American entrepreneur and author

Cynthia Johnson is an American entrepreneur, marketing professional, search engine optimization specialist, social media influencer, author and keynote speaker. She is a co-founder of Ipseity Media and previously served as the director of brand development of American Addiction Centers (AAC). She is also a contributing columnist for Entrepreneur, Fox News, Chicago Tribune and several other industry publications. She is currently member of the Board of Directors for United Nations Women U.S. National Committee, L.A. and Forbes Agency Council. According to Entrepreneur Magazine, Cynthia was one of the 10 Personal Branding Experts to Follow, in 2017.

==Career==
Johnson previously served as the educational director and global board member at Social Media Club.

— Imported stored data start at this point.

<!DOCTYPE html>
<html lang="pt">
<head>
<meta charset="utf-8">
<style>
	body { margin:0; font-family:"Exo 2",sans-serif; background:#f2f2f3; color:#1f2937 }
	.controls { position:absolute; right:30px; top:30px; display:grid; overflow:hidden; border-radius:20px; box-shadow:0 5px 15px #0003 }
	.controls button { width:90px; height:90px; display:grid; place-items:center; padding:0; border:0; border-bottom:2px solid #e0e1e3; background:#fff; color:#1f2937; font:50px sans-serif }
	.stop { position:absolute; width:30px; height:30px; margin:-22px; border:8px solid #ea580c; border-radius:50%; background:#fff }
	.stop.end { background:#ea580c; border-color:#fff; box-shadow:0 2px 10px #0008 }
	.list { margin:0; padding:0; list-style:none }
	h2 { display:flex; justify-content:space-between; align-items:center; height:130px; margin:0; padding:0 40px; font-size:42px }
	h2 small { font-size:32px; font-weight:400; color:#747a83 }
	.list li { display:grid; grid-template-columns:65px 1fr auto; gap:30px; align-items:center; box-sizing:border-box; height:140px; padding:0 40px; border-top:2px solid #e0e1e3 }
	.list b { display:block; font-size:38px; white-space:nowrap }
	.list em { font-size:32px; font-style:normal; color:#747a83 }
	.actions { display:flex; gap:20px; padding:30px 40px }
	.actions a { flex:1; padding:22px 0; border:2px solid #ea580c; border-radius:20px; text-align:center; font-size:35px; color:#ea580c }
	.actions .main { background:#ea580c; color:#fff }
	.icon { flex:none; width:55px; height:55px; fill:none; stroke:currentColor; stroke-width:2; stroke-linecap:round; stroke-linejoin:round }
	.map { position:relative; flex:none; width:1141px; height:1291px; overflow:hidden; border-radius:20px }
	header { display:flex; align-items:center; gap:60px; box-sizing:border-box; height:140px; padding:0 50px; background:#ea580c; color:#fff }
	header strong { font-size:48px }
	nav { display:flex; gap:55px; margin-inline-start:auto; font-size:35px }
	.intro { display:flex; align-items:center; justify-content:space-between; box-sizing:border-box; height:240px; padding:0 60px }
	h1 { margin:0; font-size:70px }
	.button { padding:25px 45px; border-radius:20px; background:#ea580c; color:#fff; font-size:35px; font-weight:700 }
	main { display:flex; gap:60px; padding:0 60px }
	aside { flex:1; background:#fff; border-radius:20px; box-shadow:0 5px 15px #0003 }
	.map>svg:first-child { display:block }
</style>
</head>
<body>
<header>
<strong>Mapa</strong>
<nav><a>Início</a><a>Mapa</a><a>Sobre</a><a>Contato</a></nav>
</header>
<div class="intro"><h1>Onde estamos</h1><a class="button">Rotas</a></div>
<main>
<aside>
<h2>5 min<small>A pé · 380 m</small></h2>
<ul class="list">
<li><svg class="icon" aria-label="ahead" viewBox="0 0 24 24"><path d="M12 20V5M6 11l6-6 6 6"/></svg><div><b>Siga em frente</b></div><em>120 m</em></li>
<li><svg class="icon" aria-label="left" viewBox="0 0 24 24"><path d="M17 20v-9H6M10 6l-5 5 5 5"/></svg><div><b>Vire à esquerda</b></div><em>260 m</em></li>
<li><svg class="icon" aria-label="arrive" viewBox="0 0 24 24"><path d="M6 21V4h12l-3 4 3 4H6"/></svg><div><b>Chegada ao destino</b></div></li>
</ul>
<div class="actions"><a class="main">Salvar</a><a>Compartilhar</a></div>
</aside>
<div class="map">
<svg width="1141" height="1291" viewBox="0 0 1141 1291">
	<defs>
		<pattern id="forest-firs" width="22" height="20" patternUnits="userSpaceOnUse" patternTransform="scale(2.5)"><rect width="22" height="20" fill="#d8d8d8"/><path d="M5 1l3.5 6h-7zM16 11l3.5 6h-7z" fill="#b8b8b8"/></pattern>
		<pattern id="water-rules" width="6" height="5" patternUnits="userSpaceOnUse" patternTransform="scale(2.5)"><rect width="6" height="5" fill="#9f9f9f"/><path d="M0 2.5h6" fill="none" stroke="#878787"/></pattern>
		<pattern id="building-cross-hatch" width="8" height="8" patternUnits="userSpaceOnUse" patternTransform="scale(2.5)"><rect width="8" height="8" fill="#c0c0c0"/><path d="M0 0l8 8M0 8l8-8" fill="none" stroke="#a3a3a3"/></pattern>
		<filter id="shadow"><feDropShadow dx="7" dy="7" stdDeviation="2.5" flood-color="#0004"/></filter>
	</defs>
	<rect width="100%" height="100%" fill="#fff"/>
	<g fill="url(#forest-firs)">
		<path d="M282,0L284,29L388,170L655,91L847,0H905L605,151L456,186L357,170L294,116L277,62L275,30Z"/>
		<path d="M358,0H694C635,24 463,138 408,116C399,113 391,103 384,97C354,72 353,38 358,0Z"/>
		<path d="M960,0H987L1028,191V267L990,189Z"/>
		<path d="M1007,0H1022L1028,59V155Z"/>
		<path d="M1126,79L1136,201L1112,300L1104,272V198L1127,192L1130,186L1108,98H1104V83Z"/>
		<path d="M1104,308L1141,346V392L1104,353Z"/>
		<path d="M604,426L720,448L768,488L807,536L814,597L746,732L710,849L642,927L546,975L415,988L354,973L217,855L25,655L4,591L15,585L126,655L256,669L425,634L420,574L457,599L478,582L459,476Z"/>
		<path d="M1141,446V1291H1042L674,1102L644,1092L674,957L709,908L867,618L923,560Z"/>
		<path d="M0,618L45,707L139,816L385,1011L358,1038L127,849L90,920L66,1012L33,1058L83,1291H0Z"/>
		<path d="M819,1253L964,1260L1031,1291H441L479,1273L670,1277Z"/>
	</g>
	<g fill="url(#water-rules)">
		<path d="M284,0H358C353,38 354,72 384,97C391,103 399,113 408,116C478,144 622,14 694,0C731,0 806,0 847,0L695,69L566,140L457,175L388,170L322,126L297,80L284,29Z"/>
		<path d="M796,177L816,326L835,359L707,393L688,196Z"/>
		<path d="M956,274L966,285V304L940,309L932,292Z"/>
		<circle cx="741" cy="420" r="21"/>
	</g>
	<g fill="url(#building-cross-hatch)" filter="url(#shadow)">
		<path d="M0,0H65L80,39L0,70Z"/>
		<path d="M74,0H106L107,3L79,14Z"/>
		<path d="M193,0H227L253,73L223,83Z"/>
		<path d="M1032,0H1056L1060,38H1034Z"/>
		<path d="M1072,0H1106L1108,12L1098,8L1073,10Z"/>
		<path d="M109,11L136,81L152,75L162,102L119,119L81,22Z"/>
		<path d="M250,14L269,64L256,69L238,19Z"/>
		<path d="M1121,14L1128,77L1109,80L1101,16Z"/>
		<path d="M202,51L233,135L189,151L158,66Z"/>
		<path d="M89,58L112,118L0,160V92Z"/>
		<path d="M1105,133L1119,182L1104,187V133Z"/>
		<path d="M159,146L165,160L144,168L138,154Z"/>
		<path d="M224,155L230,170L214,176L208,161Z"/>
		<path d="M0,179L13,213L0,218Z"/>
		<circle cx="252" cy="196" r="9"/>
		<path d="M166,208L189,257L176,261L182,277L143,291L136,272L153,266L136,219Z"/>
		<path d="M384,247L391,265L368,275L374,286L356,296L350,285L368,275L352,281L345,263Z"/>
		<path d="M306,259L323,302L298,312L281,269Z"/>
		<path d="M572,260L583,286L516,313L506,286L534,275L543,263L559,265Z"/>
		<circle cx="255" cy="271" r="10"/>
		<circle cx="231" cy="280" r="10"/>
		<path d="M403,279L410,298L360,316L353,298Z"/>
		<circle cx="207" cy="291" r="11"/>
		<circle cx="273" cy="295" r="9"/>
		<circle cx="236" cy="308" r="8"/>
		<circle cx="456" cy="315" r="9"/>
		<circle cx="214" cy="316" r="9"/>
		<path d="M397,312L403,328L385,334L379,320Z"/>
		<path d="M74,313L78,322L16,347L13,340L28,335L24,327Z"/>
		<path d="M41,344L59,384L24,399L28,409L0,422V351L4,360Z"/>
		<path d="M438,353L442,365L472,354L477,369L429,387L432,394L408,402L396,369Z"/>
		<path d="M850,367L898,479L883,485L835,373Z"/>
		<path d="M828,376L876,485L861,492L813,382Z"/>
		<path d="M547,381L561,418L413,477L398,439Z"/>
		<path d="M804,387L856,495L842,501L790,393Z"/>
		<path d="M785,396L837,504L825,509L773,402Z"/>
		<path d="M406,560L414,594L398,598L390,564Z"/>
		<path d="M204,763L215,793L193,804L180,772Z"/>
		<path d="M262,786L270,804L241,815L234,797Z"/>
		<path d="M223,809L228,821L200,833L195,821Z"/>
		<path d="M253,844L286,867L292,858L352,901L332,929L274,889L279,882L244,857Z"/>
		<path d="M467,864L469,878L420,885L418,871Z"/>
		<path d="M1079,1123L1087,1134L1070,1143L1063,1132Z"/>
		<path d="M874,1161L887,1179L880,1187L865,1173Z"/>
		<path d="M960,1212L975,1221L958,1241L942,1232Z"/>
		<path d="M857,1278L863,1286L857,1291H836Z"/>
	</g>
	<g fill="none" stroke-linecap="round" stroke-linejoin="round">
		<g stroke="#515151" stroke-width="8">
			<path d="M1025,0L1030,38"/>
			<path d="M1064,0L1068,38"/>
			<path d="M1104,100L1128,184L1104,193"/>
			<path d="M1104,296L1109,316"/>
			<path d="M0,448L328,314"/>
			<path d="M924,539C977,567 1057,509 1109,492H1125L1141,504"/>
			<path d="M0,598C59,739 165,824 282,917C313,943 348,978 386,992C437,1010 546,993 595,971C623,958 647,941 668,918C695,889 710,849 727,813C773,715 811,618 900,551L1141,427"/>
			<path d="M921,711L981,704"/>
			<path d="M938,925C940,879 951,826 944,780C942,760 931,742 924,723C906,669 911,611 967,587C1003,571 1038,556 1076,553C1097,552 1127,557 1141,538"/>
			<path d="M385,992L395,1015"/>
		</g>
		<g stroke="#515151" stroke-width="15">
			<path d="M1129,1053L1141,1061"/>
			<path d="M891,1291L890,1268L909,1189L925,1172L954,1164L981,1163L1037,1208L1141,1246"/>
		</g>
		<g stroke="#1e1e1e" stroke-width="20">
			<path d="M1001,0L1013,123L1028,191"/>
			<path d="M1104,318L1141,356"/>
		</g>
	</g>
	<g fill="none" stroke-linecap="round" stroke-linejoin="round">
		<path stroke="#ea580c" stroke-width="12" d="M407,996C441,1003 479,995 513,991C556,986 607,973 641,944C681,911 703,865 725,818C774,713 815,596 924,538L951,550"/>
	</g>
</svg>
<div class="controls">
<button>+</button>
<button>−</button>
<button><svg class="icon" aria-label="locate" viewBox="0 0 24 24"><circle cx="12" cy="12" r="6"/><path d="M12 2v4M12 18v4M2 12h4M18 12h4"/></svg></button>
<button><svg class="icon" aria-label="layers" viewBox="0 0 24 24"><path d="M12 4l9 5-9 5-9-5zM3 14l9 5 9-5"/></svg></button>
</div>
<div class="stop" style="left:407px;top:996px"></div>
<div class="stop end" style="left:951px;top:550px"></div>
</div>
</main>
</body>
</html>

Presently, he is a member of the Young Entrepreneurs Council, an Advisory Board Member for nGage.Social, and a committee member for the Charlotte and Gwenyth Gray Foundation to Cure Batten Disease.

She was a partner of RankLab, which was acquired by American Addiction Centers in 2015. Starting in the same year, she assumed the role of Director of Brand Development at American Additionally, she co-founded Ipseity Media and serves as its CEO. Moreover, she is the co-founder and CEO of Bell + Ivy, a digital marketing and personal branding agency located in Santa Monica, CA. She also sits on the advisory board for the Millennium Alliance.

== Published works ==

- Johnson, Cynthia (2019). Platform: The Art and Science of Personal Branding. New York: Crown Publishers. ISBN 9780399581373.